■ Collected data

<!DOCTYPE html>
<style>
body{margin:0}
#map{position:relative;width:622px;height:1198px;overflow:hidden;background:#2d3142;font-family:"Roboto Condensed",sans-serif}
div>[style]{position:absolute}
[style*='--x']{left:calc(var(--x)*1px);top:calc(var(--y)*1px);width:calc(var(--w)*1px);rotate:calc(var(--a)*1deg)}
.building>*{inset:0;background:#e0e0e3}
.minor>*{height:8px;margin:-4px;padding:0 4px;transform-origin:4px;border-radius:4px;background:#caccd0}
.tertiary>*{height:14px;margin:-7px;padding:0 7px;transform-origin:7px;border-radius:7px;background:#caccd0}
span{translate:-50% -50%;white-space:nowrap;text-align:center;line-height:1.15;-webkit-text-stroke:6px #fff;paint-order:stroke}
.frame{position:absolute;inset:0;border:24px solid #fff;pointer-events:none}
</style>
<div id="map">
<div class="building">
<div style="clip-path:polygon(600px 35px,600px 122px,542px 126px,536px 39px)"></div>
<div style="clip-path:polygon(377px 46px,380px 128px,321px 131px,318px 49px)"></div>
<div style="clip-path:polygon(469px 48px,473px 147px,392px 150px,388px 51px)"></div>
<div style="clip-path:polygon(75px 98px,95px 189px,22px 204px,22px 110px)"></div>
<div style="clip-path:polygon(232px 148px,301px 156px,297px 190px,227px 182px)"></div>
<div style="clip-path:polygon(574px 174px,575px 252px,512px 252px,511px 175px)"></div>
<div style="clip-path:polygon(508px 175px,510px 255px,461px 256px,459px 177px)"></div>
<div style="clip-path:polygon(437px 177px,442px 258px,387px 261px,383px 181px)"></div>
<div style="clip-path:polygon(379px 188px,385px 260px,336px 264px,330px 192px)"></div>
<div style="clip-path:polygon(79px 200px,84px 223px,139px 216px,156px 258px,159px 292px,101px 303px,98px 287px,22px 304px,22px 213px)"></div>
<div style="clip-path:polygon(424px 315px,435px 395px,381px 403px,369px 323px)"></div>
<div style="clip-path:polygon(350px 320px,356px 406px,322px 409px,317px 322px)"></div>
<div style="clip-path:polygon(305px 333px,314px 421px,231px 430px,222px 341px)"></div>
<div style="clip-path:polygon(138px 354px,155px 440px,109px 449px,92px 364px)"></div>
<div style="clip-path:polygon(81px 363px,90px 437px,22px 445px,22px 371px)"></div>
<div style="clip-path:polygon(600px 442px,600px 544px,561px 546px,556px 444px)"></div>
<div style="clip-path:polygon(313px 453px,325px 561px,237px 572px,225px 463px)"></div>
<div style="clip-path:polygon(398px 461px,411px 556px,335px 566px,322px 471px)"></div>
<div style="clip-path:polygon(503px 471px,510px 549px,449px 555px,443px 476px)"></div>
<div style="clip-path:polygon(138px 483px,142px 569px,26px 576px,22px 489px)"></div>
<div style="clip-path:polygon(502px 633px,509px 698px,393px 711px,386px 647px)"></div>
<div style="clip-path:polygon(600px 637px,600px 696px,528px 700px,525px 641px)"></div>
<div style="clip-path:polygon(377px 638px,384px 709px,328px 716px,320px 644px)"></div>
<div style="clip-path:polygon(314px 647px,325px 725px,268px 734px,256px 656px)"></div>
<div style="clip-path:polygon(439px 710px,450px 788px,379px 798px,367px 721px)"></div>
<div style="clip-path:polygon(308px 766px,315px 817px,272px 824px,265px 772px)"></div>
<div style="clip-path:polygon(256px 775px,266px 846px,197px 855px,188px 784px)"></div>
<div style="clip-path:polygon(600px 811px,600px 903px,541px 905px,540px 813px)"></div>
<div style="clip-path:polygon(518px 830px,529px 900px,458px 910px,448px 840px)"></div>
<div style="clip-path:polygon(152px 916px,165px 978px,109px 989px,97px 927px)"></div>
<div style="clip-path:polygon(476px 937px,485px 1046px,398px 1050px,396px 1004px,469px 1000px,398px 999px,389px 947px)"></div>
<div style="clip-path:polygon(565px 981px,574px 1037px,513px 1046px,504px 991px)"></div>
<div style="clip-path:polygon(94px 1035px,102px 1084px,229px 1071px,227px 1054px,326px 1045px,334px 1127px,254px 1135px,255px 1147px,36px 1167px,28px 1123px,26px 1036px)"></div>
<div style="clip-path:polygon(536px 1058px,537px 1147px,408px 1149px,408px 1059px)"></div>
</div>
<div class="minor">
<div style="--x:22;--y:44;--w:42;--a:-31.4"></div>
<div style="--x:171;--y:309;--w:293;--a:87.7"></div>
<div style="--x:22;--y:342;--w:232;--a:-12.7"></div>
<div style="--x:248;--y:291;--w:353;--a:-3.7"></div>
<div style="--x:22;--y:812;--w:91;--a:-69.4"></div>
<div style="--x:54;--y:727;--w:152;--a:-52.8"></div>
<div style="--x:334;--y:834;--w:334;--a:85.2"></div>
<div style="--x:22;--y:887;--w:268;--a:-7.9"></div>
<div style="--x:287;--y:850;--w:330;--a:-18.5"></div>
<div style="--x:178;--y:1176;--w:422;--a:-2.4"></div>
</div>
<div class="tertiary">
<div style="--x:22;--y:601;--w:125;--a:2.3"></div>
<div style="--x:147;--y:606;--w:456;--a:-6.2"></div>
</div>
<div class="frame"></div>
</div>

■ TASK DIRECTIONS
A complete answer lists each line of the data that holds the word "width".

■ TASK RESPONSE
#map{position:relative;width:622px;height:1198px;overflow:hidden;background:#2d3142;font-family:"Roboto Condensed",sans-serif}
[style*='--x']{left:calc(var(--x)*1px);top:calc(var(--y)*1px);width:calc(var(--w)*1px);rotate:calc(var(--a)*1deg)}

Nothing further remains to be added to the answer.